* [PROBLEM]:
Repeat each record below exactly as it is written.

Data extracted from a collection
------------------------------------

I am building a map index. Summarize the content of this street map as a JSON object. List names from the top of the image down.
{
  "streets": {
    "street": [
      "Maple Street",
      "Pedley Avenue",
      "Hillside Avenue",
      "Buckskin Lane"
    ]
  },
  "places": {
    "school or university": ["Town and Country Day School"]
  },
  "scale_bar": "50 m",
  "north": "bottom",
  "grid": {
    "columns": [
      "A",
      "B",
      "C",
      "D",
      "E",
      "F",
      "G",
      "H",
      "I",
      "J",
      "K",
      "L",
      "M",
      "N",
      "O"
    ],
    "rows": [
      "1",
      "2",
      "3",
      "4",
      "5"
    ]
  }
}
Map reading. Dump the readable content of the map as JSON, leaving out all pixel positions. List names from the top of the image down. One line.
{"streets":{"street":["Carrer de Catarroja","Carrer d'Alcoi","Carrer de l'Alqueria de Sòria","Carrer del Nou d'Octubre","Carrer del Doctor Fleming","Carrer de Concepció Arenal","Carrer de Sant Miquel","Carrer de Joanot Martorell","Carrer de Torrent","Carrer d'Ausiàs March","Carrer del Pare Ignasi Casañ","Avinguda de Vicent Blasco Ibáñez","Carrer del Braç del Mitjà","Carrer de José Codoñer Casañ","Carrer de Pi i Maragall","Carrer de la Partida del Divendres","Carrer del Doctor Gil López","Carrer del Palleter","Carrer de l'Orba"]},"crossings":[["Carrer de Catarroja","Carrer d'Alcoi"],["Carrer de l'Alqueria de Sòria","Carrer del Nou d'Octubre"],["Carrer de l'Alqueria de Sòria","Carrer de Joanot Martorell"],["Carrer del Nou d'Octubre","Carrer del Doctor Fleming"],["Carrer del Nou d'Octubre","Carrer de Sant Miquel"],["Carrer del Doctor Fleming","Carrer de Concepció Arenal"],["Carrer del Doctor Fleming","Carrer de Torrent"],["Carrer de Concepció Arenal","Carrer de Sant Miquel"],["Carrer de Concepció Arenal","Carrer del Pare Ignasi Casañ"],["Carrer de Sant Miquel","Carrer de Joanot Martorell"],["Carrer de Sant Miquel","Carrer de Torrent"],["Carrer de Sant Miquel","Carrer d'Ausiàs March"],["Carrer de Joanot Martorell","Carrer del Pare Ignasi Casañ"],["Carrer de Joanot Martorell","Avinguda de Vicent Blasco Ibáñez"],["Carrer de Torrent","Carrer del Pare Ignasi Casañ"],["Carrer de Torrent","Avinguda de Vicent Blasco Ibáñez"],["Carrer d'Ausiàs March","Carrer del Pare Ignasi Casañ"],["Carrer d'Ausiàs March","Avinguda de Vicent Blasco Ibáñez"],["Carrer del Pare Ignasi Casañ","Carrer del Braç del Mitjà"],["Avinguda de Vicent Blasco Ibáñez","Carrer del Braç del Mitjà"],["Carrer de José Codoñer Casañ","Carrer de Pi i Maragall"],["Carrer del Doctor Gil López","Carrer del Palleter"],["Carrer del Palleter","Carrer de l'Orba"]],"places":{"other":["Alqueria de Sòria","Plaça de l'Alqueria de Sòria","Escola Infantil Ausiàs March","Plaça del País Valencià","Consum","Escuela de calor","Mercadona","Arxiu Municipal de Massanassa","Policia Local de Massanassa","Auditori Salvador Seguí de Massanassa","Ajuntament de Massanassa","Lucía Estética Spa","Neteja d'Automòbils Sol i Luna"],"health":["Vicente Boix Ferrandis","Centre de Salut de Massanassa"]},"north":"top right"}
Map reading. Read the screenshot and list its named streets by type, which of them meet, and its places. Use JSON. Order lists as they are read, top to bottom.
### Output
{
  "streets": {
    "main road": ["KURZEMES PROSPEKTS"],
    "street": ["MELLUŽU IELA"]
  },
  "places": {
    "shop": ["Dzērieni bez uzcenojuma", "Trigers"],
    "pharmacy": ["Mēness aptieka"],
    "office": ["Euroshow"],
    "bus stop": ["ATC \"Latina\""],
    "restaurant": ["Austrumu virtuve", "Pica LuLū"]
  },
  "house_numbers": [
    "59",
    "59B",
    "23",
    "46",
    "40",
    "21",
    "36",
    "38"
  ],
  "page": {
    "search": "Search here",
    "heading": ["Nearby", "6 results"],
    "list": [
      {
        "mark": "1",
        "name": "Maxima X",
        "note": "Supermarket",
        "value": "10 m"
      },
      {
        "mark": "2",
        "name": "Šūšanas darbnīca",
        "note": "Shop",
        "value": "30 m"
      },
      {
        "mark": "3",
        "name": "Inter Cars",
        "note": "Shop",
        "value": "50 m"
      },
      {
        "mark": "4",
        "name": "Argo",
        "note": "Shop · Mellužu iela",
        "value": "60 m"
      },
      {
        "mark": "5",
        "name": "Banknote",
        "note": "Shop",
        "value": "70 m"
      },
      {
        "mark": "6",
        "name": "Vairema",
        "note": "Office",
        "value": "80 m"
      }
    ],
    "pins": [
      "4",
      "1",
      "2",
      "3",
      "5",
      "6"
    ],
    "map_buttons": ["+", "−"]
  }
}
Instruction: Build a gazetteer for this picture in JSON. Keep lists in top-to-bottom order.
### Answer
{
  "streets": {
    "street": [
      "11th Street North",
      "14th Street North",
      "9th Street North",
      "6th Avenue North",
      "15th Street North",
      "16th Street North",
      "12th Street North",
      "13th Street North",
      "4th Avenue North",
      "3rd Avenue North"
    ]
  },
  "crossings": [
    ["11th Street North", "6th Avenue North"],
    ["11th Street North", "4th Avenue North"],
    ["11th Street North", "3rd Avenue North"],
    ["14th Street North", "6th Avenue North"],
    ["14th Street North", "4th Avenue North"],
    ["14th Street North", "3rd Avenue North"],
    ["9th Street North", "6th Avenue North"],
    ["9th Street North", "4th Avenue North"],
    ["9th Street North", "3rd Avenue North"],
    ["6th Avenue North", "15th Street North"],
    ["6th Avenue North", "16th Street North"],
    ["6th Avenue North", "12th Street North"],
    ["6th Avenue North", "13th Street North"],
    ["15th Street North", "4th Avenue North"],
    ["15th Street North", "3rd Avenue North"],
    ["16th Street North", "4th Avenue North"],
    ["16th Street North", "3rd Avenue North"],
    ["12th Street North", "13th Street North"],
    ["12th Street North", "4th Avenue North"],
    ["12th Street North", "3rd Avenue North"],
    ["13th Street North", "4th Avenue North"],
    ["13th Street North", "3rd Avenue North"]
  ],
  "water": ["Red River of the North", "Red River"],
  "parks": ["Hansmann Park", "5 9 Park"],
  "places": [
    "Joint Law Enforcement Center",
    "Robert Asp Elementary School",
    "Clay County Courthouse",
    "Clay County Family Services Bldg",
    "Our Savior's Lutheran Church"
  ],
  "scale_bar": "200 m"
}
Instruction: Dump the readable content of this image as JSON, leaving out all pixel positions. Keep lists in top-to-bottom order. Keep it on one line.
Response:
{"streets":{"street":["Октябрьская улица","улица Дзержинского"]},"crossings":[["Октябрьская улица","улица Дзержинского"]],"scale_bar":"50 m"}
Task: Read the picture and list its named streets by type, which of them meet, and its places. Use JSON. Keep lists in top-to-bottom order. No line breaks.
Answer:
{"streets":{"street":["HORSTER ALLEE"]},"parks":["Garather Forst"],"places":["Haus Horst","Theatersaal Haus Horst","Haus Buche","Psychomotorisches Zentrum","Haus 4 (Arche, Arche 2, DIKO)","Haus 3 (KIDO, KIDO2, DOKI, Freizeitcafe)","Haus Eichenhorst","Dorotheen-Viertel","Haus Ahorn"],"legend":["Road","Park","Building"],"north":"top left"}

------------------------------------

* [WRITTEN ANSWER]:
I am building a map index. Summarize the content of this street map as a JSON object. List names from the top of the image down.
{
  "streets": {
    "street": [
      "Maple Street",
      "Pedley Avenue",
      "Hillside Avenue",
      "Buckskin Lane"
    ]
  },
  "places": {
    "school or university": ["Town and Country Day School"]
  },
  "scale_bar": "50 m",
  "north": "bottom",
  "grid": {
    "columns": [
      "A",
      "B",
      "C",
      "D",
      "E",
      "F",
      "G",
      "H",
      "I",
      "J",
      "K",
      "L",
      "M",
      "N",
      "O"
    ],
    "rows": [
      "1",
      "2",
      "3",
      "4",
      "5"
    ]
  }
}
Map reading. Dump the readable content of the map as JSON, leaving out all pixel positions. List names from the top of the image down. One line.
{"streets":{"street":["Carrer de Catarroja","Carrer d'Alcoi","Carrer de l'Alqueria de Sòria","Carrer del Nou d'Octubre","Carrer del Doctor Fleming","Carrer de Concepció Arenal","Carrer de Sant Miquel","Carrer de Joanot Martorell","Carrer de Torrent","Carrer d'Ausiàs March","Carrer del Pare Ignasi Casañ","Avinguda de Vicent Blasco Ibáñez","Carrer del Braç del Mitjà","Carrer de José Codoñer Casañ","Carrer de Pi i Maragall","Carrer de la Partida del Divendres","Carrer del Doctor Gil López","Carrer del Palleter","Carrer de l'Orba"]},"crossings":[["Carrer de Catarroja","Carrer d'Alcoi"],["Carrer de l'Alqueria de Sòria","Carrer del Nou d'Octubre"],["Carrer de l'Alqueria de Sòria","Carrer de Joanot Martorell"],["Carrer del Nou d'Octubre","Carrer del Doctor Fleming"],["Carrer del Nou d'Octubre","Carrer de Sant Miquel"],["Carrer del Doctor Fleming","Carrer de Concepció Arenal"],["Carrer del Doctor Fleming","Carrer de Torrent"],["Carrer de Concepció Arenal","Carrer de Sant Miquel"],["Carrer de Concepció Arenal","Carrer del Pare Ignasi Casañ"],["Carrer de Sant Miquel","Carrer de Joanot Martorell"],["Carrer de Sant Miquel","Carrer de Torrent"],["Carrer de Sant Miquel","Carrer d'Ausiàs March"],["Carrer de Joanot Martorell","Carrer del Pare Ignasi Casañ"],["Carrer de Joanot Martorell","Avinguda de Vicent Blasco Ibáñez"],["Carrer de Torrent","Carrer del Pare Ignasi Casañ"],["Carrer de Torrent","Avinguda de Vicent Blasco Ibáñez"],["Carrer d'Ausiàs March","Carrer del Pare Ignasi Casañ"],["Carrer d'Ausiàs March","Avinguda de Vicent Blasco Ibáñez"],["Carrer del Pare Ignasi Casañ","Carrer del Braç del Mitjà"],["Avinguda de Vicent Blasco Ibáñez","Carrer del Braç del Mitjà"],["Carrer de José Codoñer Casañ","Carrer de Pi i Maragall"],["Carrer del Doctor Gil López","Carrer del Palleter"],["Carrer del Palleter","Carrer de l'Orba"]],"places":{"other":["Alqueria de Sòria","Plaça de l'Alqueria de Sòria","Escola Infantil Ausiàs March","Plaça del País Valencià","Consum","Escuela de calor","Mercadona","Arxiu Municipal de Massanassa","Policia Local de Massanassa","Auditori Salvador Seguí de Massanassa","Ajuntament de Massanassa","Lucía Estética Spa","Neteja d'Automòbils Sol i Luna"],"health":["Vicente Boix Ferrandis","Centre de Salut de Massanassa"]},"north":"top right"}
Map reading. Read the screenshot and list its named streets by type, which of them meet, and its places. Use JSON. Order lists as they are read, top to bottom.
### Output
{
  "streets": {
    "main road": ["KURZEMES PROSPEKTS"],
    "street": ["MELLUŽU IELA"]
  },
  "places": {
    "shop": ["Dzērieni bez uzcenojuma", "Trigers"],
    "pharmacy": ["Mēness aptieka"],
    "office": ["Euroshow"],
    "bus stop": ["ATC \"Latina\""],
    "restaurant": ["Austrumu virtuve", "Pica LuLū"]
  },
  "house_numbers": [
    "59",
    "59B",
    "23",
    "46",
    "40",
    "21",
    "36",
    "38"
  ],
  "page": {
    "search": "Search here",
    "heading": ["Nearby", "6 results"],
    "list": [
      {
        "mark": "1",
        "name": "Maxima X",
        "note": "Supermarket",
        "value": "10 m"
      },
      {
        "mark": "2",
        "name": "Šūšanas darbnīca",
        "note": "Shop",
        "value": "30 m"
      },
      {
        "mark": "3",
        "name": "Inter Cars",
        "note": "Shop",
        "value": "50 m"
      },
      {
        "mark": "4",
        "name": "Argo",
        "note": "Shop · Mellužu iela",
        "value": "60 m"
      },
      {
        "mark": "5",
        "name": "Banknote",
        "note": "Shop",
        "value": "70 m"
      },
      {
        "mark": "6",
        "name": "Vairema",
        "note": "Office",
        "value": "80 m"
      }
    ],
    "pins": [
      "4",
      "1",
      "2",
      "3",
      "5",
      "6"
    ],
    "map_buttons": ["+", "−"]
  }
}
Instruction: Build a gazetteer for this picture in JSON. Keep lists in top-to-bottom order.
### Answer
{
  "streets": {
    "street": [
      "11th Street North",
      "14th Street North",
      "9th Street North",
      "6th Avenue North",
      "15th Street North",
      "16th Street North",
      "12th Street North",
      "13th Street North",
      "4th Avenue North",
      "3rd Avenue North"
    ]
  },
  "crossings": [
    ["11th Street North", "6th Avenue North"],
    ["11th Street North", "4th Avenue North"],
    ["11th Street North", "3rd Avenue North"],
    ["14th Street North", "6th Avenue North"],
    ["14th Street North", "4th Avenue North"],
    ["14th Street North", "3rd Avenue North"],
    ["9th Street North", "6th Avenue North"],
    ["9th Street North", "4th Avenue North"],
    ["9th Street North", "3rd Avenue North"],
    ["6th Avenue North", "15th Street North"],
    ["6th Avenue North", "16th Street North"],
    ["6th Avenue North", "12th Street North"],
    ["6th Avenue North", "13th Street North"],
    ["15th Street North", "4th Avenue North"],
    ["15th Street North", "3rd Avenue North"],
    ["16th Street North", "4th Avenue North"],
    ["16th Street North", "3rd Avenue North"],
    ["12th Street North", "13th Street North"],
    ["12th Street North", "4th Avenue North"],
    ["12th Street North", "3rd Avenue North"],
    ["13th Street North", "4th Avenue North"],
    ["13th Street North", "3rd Avenue North"]
  ],
  "water": ["Red River of the North", "Red River"],
  "parks": ["Hansmann Park", "5 9 Park"],
  "places": [
    "Joint Law Enforcement Center",
    "Robert Asp Elementary School",
    "Clay County Courthouse",
    "Clay County Family Services Bldg",
    "Our Savior's Lutheran Church"
  ],
  "scale_bar": "200 m"
}
Instruction: Dump the readable content of this image as JSON, leaving out all pixel positions. Keep lists in top-to-bottom order. Keep it on one line.
Response:
{"streets":{"street":["Октябрьская улица","улица Дзержинского"]},"crossings":[["Октябрьская улица","улица Дзержинского"]],"scale_bar":"50 m"}
Task: Read the picture and list its named streets by type, which of them meet, and its places. Use JSON. Keep lists in top-to-bottom order. No line breaks.
Answer:
{"streets":{"street":["HORSTER ALLEE"]},"parks":["Garather Forst"],"places":["Haus Horst","Theatersaal Haus Horst","Haus Buche","Psychomotorisches Zentrum","Haus 4 (Arche, Arche 2, DIKO)","Haus 3 (KIDO, KIDO2, DOKI, Freizeitcafe)","Haus Eichenhorst","Dorotheen-Viertel","Haus Ahorn"],"legend":["Road","Park","Building"],"north":"top left"}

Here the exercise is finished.